UPDATE report_card SET database_id = 14 Where ID >= 434 and Collection_id = 27 and table_id = 16 and database_id = 9

  1. Update table_id Number
    UPDATE report_card SET table_id = 73 Where ID >= 434 and Collection_id = 27 and table_id = 16 and database_id = 12

STOP - Under Construction Beneath Here


This was an attempt to update the filters on the dashboard. Looks like the associated CardID updates, but the pararmeter_id stays the same on clone and fields still need to be manually update. For now manually delete and add back

Select t1.name, t1.card_id,t1.parameter_mappings, t2.name,t2.card_id, t2.parameter_mappings from
(Select report_card.name,report_dashboardcard.card_id, report_dashboardcard.parameter_mappings from public.report_dashboardcard
INNER JOIN report_card ON report_card.id = report_dashboardcard.card_id
Where dashboard_id = 38) t1
Left Join
(Select report_card.name,report_dashboardcard.card_id, report_dashboardcard.parameter_mappings from public.report_dashboardcard
INNER JOIN report_card ON report_card.id = report_dashboardcard.card_id
Where dashboard_id = 46) t2
ON (t1.name=t2.name)

UPDATE report_dashboardcard SET parameter_mappings = Replace(parameter_mappings,'[field-id,327]','[field-id,492]') Where dashboard_id = 46;
UPDATE report_dashboardcard SET parameter_mappings = Replace(parameter_mappings,'[field-id,355]','[field-id,518]') Where dashboard_id = 46;
UPDATE report_dashboardcard SET parameter_mappings = Replace(parameter_mappings,'[field-id,329]','[field-id,495]') Where dashboard_id = 46;
UPDATE report_dashboardcard SET parameter_mappings = Replace(parameter_mappings,'[field-id,356]','[field-id,522]') Where dashboard_id = 46;
UPDATE report_dashboardcard SET parameter_mappings = Replace(parameter_mappings,'[field-id,353]','[field-id,519]') Where dashboard_id = 46;
UPDATE report_dashboardcard SET parameter_mappings = Replace(parameter_mappings,'[field-id,357]','[field-id,482]') Where dashboard_id = 46;
UPDATE report_dashboardcard SET parameter_mappings = Replace(parameter_mappings,'[field-id,325]','[field-id,496]') Where dashboard_id = 46;
UPDATE report_dashboardcard SET parameter_mappings = Replace(parameter_mappings,'[field-id,317]','[field-id,515]') Where dashboard_id = 46;
UPDATE report_dashboardcard SET parameter_mappings = Replace(parameter_mappings,'[field-id,337]','[field-id,494]') Where dashboard_id = 46;
UPDATE report_dashboardcard SET parameter_mappings = Replace(parameter_mappings,'[field-id,330]','[field-id,507]') Where dashboard_id = 46;
UPDATE report_dashboardcard SET parameter_mappings = Replace(parameter_mappings,'[field-id,350]','[field-id,511]') Where dashboard_id = 46;
UPDATE report_dashboardcard SET parameter_mappings = Replace(parameter_mappings,'[field-id,354]','[field-id,485]') Where dashboard_id = 46;
UPDATE report_dashboardcard SET parameter_mappings = Replace(parameter_mappings,'[field-id,360]','[field-id,526]') Where dashboard_id = 46;
UPDATE report_dashboardcard SET parameter_mappings = Replace(parameter_mappings,'[field-id,336]','[field-id,499]') Where dashboard_id = 46;
UPDATE report_dashboardcard SET parameter_mappings = Replace(parameter_mappings,'[field-id,351]','[field-id,512]') Where dashboard_id = 46;

1 Like

@King_Edward Do you think there is a way to clone the filters on the dashboard as well. Since in the looks like the filters are cloned in report_dashboardcard for the cards, but they are using the same Parameter_id as the cloned dashboard which leads me to think that when embedded, there will be confusion between filters that are from the previous cloned report and the new one. I have been just deleting the filters and recreating manually which is a pain on the cloned dashboard.
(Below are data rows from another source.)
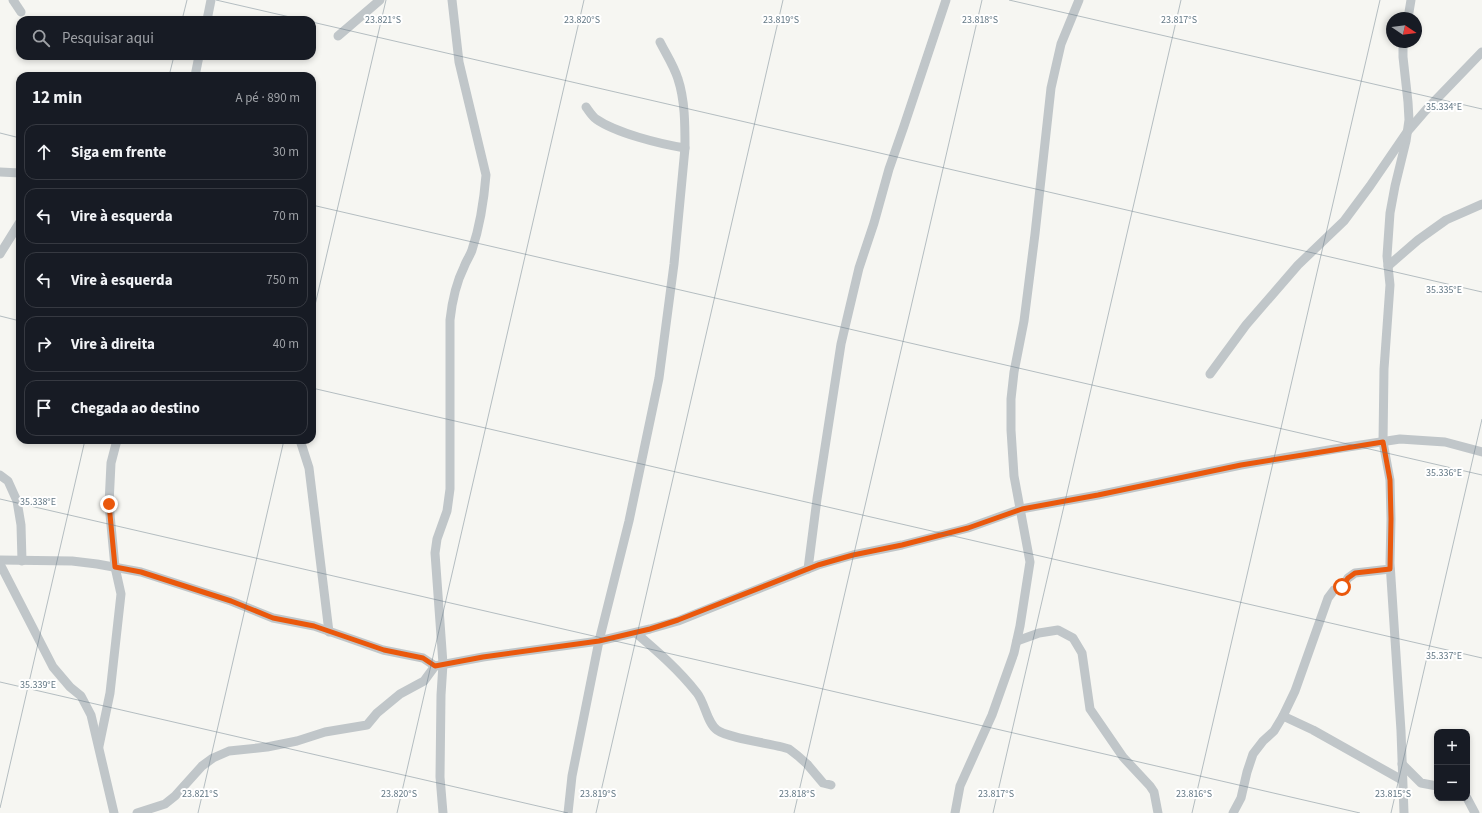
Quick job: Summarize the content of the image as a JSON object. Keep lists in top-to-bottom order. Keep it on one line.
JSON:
{"north":"right","page":{"search":"Pesquisar aqui","heading":["12 min","A pé · 890 m"],"list":[["Siga em frente","30 m"],["Vire à esquerda","70 m"],["Vire à esquerda","750 m"],["Vire à direita","40 m"],"Chegada ao destino"],"map_buttons":["+","−"]},"coordinates":["23.821°S","23.820°S","23.819°S","23.818°S","23.817°S","35.334°E","35.335°E","35.336°E","35.338°E","35.337°E","35.339°E","23.816°S","23.815°S"]}
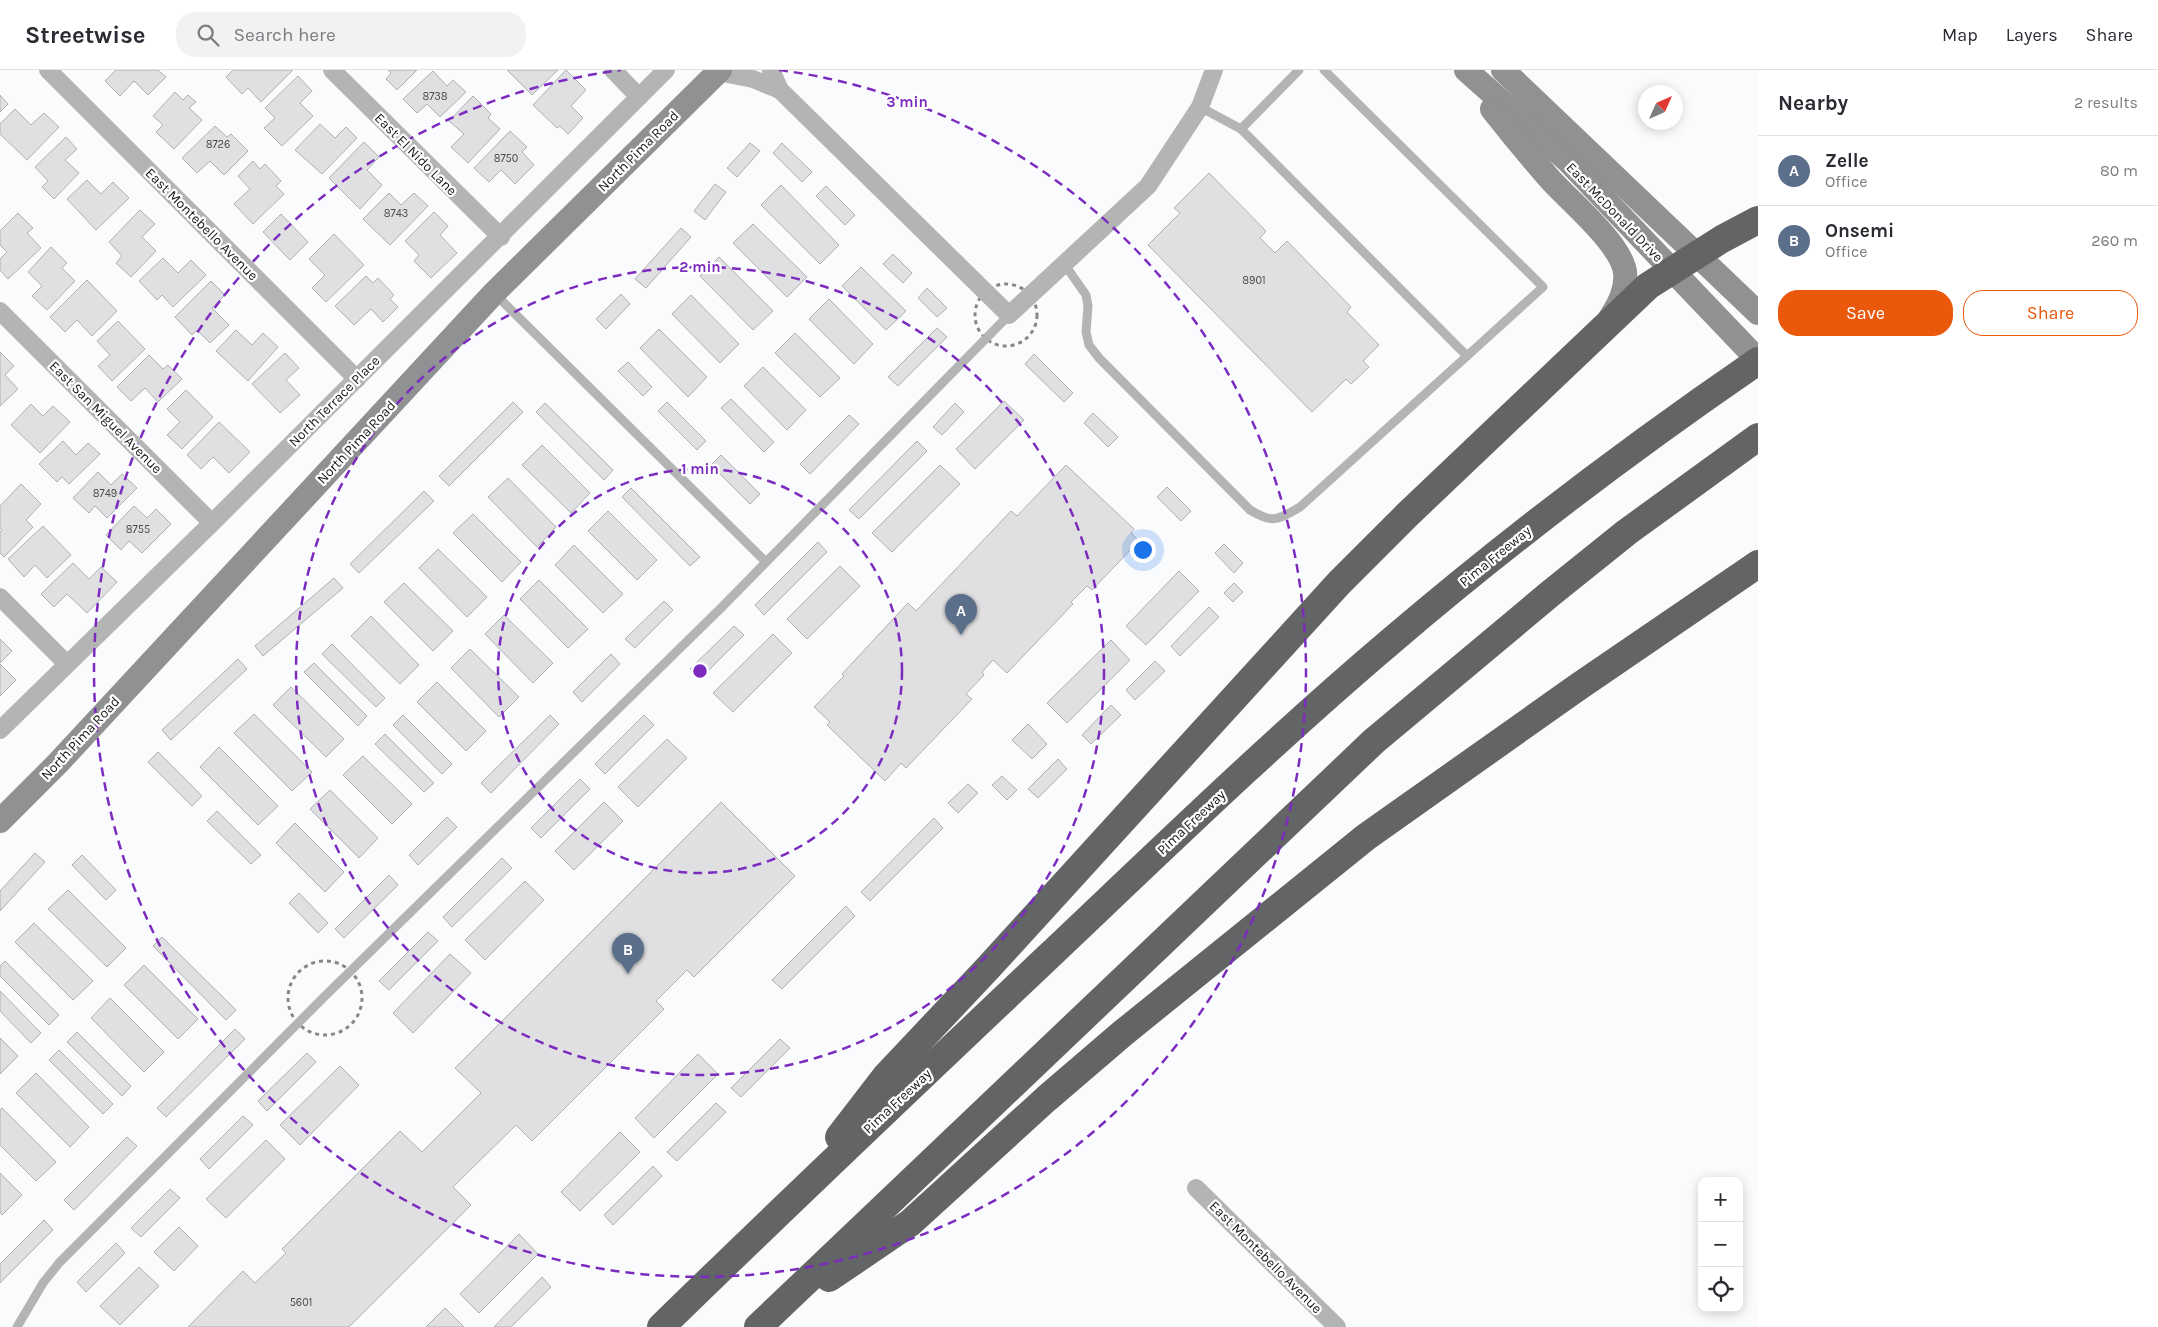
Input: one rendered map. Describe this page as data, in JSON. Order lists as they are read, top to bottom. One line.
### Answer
{"streets":{"highway":["Pima Freeway"],"main road":["North Pima Road","East McDonald Drive"],"street":["East El Nido Lane","East Montebello Avenue","North Terrace Place","East San Miguel Avenue"]},"crossings":[["East El Nido Lane","North Terrace Place"],["East McDonald Drive","Pima Freeway"],["East Montebello Avenue","North Terrace Place"],["North Terrace Place","East San Miguel Avenue"]],"house_numbers":["8738","8726","8750","8743","8901","8749","8755","5601"],"north":"top right","page":{"header":"Streetwise","search":"Search here","nav":["Map","Layers","Share"],"heading":["Nearby","2 results"],"list":[{"mark":"A","name":"Zelle","note":"Office","value":"80 m"},{"mark":"B","name":"Onsemi","note":"Office","value":"260 m"}],"buttons":["Save","Share"],"pins":["A","B"],"map_buttons":["+","−"]},"rings":["3 min","2 min","1 min"]}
It should be possible. We'll see.

@King_Edward Any rough ideas when you might add dashboard filters to your cloning process?

Thanks!

I should have said months instead of weeks, as I have been busy with other stuff.
I've created two tickets for this task in the repo.
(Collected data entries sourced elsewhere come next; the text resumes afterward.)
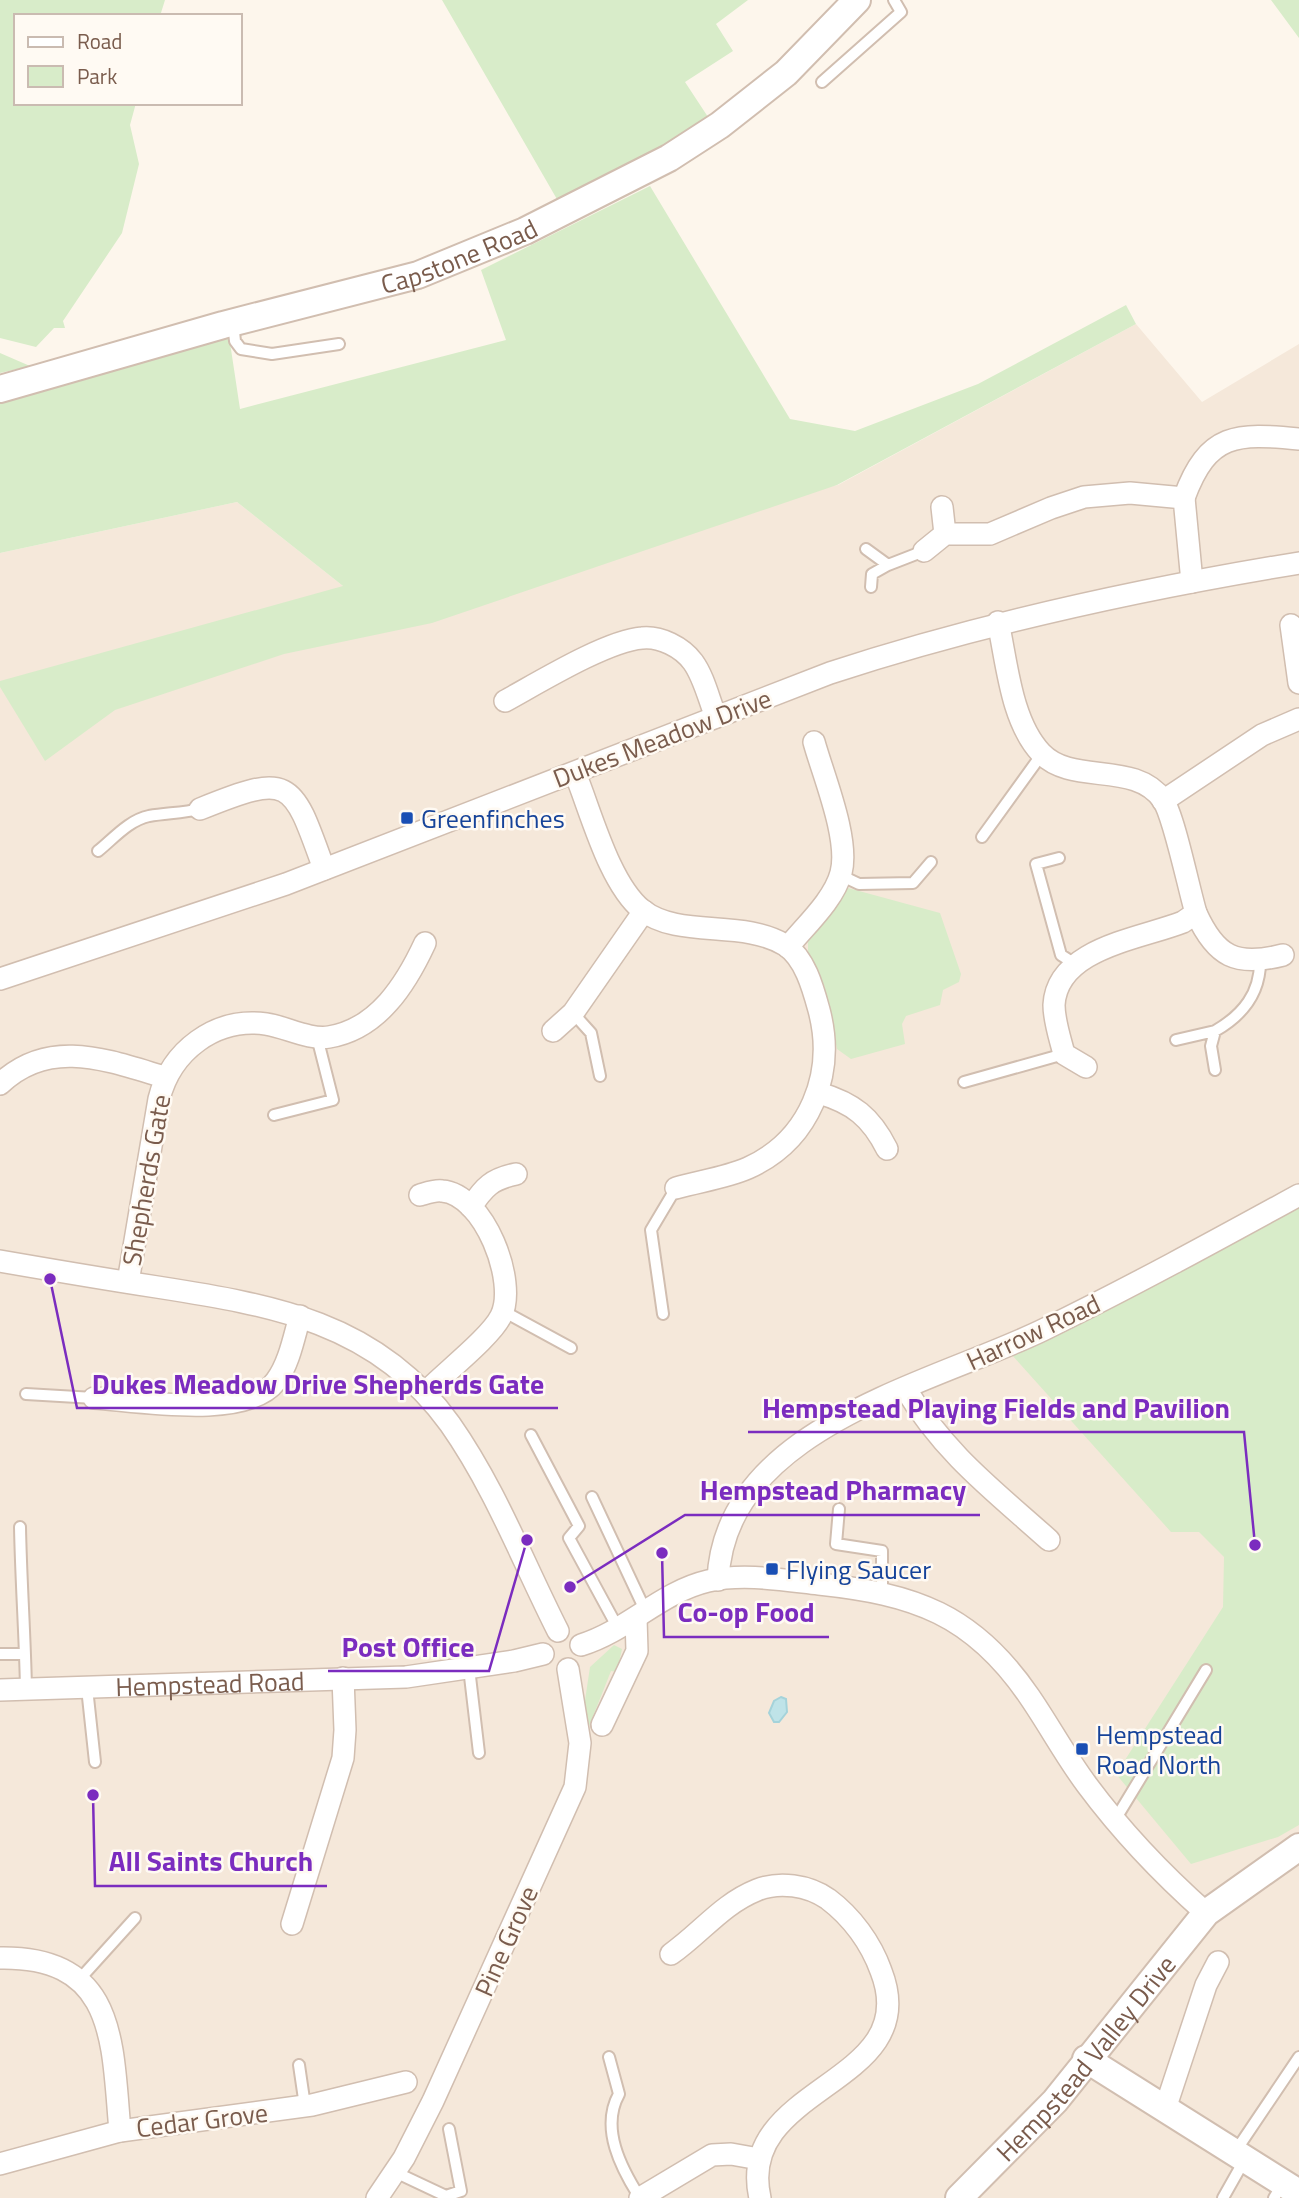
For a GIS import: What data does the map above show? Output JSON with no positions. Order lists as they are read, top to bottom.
{
  "streets": {
    "street": [
      "Capstone Road",
      "Dukes Meadow Drive",
      "Shepherds Gate",
      "Harrow Road",
      "Hempstead Road",
      "Pine Grove",
      "Hempstead Valley Drive",
      "Cedar Grove"
    ]
  },
  "crossings": [
    ["Hempstead Road", "Pine Grove"]
  ],
  "places": {
    "transit": ["Greenfinches", "Flying Saucer", "Hempstead Road North"],
    "other": [
      "Dukes Meadow Drive Shepherds Gate",
      "Post Office",
      "Hempstead Playing Fields and Pavilion",
      "Co-op Food",
      "Hempstead Pharmacy",
      "All Saints Church"
    ]
  },
  "legend": ["Road", "Park"]
}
Any Postgres gurus that can help me clean this up as I am not sure how to write syntax in Postgres. The syntax, once complete will allow users to change a data source on a dashboard. Filters still will not work and will need to be deleted on the dashboard and recreated from scratch.

--I need to declare the variables that will be used to update the new collection, dashboard and cards
do $$
declare
_source_database_id integer := 17;
_source_table_id integer := 78;
_source_collection_id integer := 34;
_destination_database_id integer := 19;
_destination_table_id integer := 80;
_destination_collection_id integer := 35;

Begin -- Just to see if I could get them to display.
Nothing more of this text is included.